(Dataset entries)
BEGIN

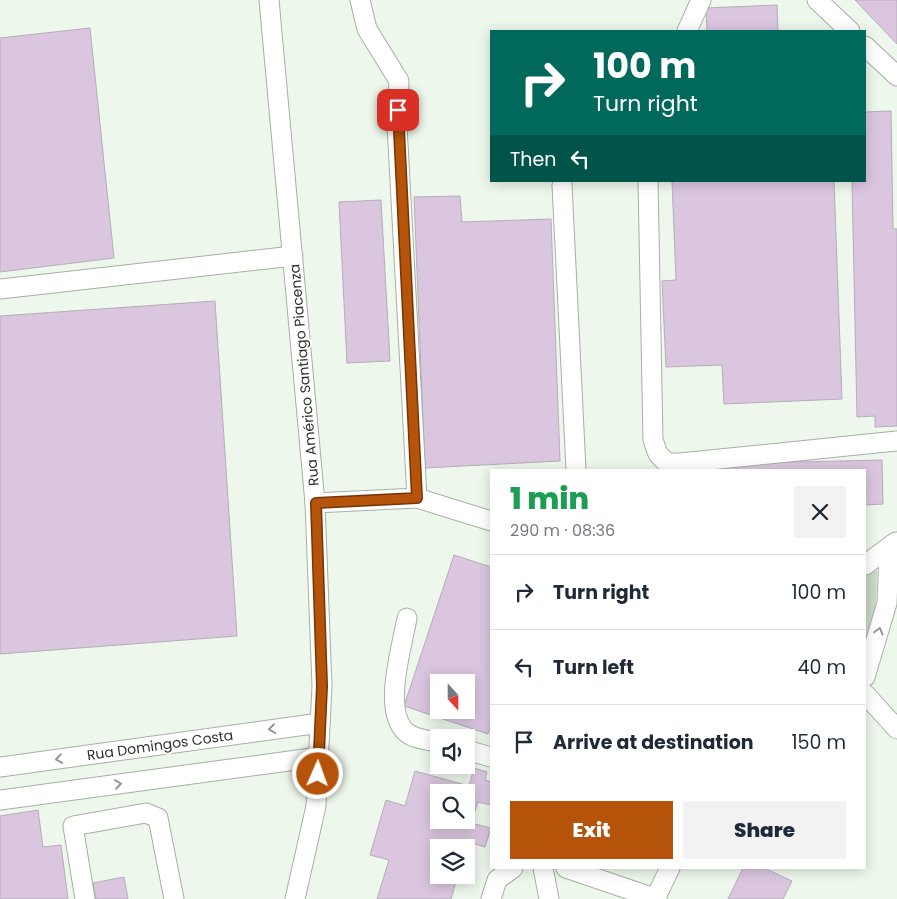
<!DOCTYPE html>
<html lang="en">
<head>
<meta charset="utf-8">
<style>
  body { margin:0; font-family:Poppins,sans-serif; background:#f2f2f3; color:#1f2937; height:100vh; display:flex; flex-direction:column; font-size:19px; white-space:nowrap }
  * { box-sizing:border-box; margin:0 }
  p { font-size:16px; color:#747a83 }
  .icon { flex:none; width:28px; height:28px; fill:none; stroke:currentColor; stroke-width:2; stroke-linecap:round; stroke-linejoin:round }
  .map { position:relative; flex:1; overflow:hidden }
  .sheet { position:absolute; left:490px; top:469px; width:376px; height:400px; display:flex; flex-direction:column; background:#fff; border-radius:0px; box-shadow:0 2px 12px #0003 }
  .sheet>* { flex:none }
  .guide { position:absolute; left:490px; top:30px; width:376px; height:152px; border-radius:0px; box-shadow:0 2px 12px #0003; background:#00695c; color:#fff; overflow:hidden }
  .needle { width:32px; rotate:159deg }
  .fabs { position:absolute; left:430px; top:674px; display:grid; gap:10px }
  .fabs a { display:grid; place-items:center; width:45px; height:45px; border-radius:0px; background:#fff; box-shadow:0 2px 12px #0003; font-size:25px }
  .pin { position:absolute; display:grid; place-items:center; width:42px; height:42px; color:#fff; margin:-21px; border-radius:10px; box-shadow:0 2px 8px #0006 }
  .me { position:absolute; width:55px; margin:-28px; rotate:2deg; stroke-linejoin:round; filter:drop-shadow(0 0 4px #0008) }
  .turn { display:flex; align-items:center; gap:18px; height:105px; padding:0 20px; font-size:22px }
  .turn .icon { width:65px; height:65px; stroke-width:2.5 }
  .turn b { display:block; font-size:35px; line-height:42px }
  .then { display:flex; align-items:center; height:48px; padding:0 20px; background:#0003; gap:10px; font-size:19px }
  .round { display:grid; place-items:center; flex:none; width:52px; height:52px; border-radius:0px; background:#f2f2f3 }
  .head { display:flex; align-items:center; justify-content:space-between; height:85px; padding:0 20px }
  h1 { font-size:30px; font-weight:800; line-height:38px; color:#1e9e55 }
  .cta { display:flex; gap:10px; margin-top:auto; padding:10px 20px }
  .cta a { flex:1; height:58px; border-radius:0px; background:#b45309; color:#fff; font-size:20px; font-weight:800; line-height:58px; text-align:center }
  .cta a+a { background:#f2f2f3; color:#1f2937 }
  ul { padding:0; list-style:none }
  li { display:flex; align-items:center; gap:15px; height:75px; padding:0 20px; border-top:1px solid #e0e1e3 }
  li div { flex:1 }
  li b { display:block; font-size:19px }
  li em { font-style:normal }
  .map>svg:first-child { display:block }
  .green { fill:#c9d7c7 }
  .building { fill:#dac6df; stroke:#b5adb8; fill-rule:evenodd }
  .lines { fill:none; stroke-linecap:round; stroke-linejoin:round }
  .minor-casing { stroke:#a7b0a5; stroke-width:21 }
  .minor { stroke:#fff; stroke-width:19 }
  .oneway { stroke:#969896 }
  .route-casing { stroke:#753606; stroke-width:12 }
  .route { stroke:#b45309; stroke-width:9 }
  .labels { text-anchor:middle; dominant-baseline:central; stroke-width:4; stroke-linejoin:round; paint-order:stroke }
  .street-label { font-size:14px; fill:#2d312c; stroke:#fff }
</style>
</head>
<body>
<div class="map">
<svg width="897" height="899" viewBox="0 0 897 899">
  <rect width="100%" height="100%" fill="#edf7eb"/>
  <polygon class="green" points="877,570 875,622 865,654 865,576"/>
  <g class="building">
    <polygon points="855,0 897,0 897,44"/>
    <polygon points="777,5 778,31 707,31 706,8"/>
    <polygon points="90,28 114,258 0,272 0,38"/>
    <polygon points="891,111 893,229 897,229 897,426 875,427 875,416 857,417 852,181 865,181 865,112"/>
    <polygon points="672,181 834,181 842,399 724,404 722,365 666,367 662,281 676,280"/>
    <polygon points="460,196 462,222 551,219 560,461 425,468 414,197"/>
    <polygon points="381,200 390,361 347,363 339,202"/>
    <polygon points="215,301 237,636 0,654 0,316"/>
    <polygon points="882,460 883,504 865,505 865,470 718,470 718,464"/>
    <path d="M454 555 491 567V724L488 734 404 706ZM439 682H466V710H439Z"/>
    <path d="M474 768 487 772 485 780 491 782V805L478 802 471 823 491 828 485 847 468 842 466 848H439V875H458L451 899H377L389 860 370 855 386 800 405 806 415 771 469 786ZM439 792H466V820H439Z"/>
    <polygon points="38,810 43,847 61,845 68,899 0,899 0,816"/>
    <polygon points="743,868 764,868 792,881 783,899 728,899"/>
    <polygon points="124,877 128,899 96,899 93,883"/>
  </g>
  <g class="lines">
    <defs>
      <g id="minor">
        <polyline points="269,0 315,503 322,686 316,806 295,899"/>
        <polyline points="360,0 367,29 399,81 397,125 417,498"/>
        <polyline points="817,0 850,31"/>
        <polyline points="687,31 701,0"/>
        <polyline points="865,46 897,76"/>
        <polyline points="648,181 653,440 658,454 667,463 680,463 897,441"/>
        <polyline points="562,185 576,470"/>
        <polyline points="0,289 293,256"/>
        <polyline points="315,503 417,498 491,521"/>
        <polyline points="865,565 896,542"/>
        <path d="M407 618C402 647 382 711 406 732 413 739 430 740 439 743"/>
        <polyline points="865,677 887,603 889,554 893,544"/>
        <polyline points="865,694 897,729"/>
        <polyline points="466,750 491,757"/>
        <polyline points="0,767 320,723"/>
        <polyline points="0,800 319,757"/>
        <polyline points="543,868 549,899"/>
        <polyline points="566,868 657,899"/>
        <polyline points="85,899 73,826 146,813 158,818 174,899"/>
        <polyline points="491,899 497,880 513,868"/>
        <polyline points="655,899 670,868"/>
      </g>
    </defs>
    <use href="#minor" class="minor-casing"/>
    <use href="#minor" class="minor"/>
  </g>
  <defs><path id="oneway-chevron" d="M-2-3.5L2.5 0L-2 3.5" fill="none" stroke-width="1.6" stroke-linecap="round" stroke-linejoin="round" transform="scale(1.25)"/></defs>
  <g class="oneway">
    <use href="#oneway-chevron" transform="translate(879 631) rotate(-75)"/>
    <use href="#oneway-chevron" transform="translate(272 729) rotate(172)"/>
    <use href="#oneway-chevron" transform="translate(59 759) rotate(172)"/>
    <use href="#oneway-chevron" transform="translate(118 784) rotate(-8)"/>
  </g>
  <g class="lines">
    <defs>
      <polyline id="route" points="318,774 322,686 316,503 417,498 398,110"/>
    </defs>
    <use href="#route" class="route-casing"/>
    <use href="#route" class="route"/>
  </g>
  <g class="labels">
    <g class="street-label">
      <text transform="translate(304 375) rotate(-95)">Rua Américo Santiago Piacenza</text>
      <text transform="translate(160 745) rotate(-8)">Rua Domingos Costa</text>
    </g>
  </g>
</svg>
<div class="fabs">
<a><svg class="needle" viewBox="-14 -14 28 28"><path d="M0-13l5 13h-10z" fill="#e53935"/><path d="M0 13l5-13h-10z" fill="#747a83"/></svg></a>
<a><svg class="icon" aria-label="sound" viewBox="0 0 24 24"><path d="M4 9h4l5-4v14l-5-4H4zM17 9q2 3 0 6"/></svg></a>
<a><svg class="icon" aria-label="search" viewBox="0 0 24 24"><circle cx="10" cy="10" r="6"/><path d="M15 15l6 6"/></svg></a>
<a><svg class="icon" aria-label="layers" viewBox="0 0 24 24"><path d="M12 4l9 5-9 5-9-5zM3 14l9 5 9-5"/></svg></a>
</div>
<div class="pin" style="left:398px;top:110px;background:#d93025"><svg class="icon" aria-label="arrive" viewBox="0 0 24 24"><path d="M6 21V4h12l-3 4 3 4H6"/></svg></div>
<svg class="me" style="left:318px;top:774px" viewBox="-20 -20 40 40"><circle r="17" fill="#b45309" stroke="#fff" stroke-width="3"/><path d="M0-11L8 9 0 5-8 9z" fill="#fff"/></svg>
<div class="guide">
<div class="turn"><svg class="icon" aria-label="right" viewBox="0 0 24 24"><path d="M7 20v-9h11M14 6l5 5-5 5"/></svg><div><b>100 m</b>Turn right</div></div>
<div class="then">Then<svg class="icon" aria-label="left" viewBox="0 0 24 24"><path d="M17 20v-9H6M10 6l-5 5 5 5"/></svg></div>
</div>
<section class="sheet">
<div class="head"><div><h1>1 min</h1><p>290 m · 08:36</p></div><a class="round"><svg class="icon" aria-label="close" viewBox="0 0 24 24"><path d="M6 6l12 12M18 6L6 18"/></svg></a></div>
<ul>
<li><svg class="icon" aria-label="right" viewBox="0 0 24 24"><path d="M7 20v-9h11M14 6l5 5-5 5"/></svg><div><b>Turn right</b></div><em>100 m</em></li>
<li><svg class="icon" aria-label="left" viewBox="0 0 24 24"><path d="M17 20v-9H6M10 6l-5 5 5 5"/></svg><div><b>Turn left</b></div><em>40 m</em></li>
<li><svg class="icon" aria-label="arrive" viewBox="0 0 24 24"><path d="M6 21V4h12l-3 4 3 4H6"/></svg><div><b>Arrive at destination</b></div><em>150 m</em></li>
</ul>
<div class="cta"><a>Exit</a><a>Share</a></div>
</section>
</div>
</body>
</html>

END

TASK GOAL: Output must match the lines from the start of the records above through the line that contains "display:block; font-size:35px; line-height:42px", exactly and with every picture removed.

WRITTEN REPLY:
<!DOCTYPE html>
<html lang="en">
<head>
<meta charset="utf-8">
<style>
  body { margin:0; font-family:Poppins,sans-serif; background:#f2f2f3; color:#1f2937; height:100vh; display:flex; flex-direction:column; font-size:19px; white-space:nowrap }
  * { box-sizing:border-box; margin:0 }
  p { font-size:16px; color:#747a83 }
  .icon { flex:none; width:28px; height:28px; fill:none; stroke:currentColor; stroke-width:2; stroke-linecap:round; stroke-linejoin:round }
  .map { position:relative; flex:1; overflow:hidden }
  .sheet { position:absolute; left:490px; top:469px; width:376px; height:400px; display:flex; flex-direction:column; background:#fff; border-radius:0px; box-shadow:0 2px 12px #0003 }
  .sheet>* { flex:none }
  .guide { position:absolute; left:490px; top:30px; width:376px; height:152px; border-radius:0px; box-shadow:0 2px 12px #0003; background:#00695c; color:#fff; overflow:hidden }
  .needle { width:32px; rotate:159deg }
  .fabs { position:absolute; left:430px; top:674px; display:grid; gap:10px }
  .fabs a { display:grid; place-items:center; width:45px; height:45px; border-radius:0px; background:#fff; box-shadow:0 2px 12px #0003; font-size:25px }
  .pin { position:absolute; display:grid; place-items:center; width:42px; height:42px; color:#fff; margin:-21px; border-radius:10px; box-shadow:0 2px 8px #0006 }
  .me { position:absolute; width:55px; margin:-28px; rotate:2deg; stroke-linejoin:round; filter:drop-shadow(0 0 4px #0008) }
  .turn { display:flex; align-items:center; gap:18px; height:105px; padding:0 20px; font-size:22px }
  .turn .icon { width:65px; height:65px; stroke-width:2.5 }
  .turn b { display:block; font-size:35px; line-height:42px }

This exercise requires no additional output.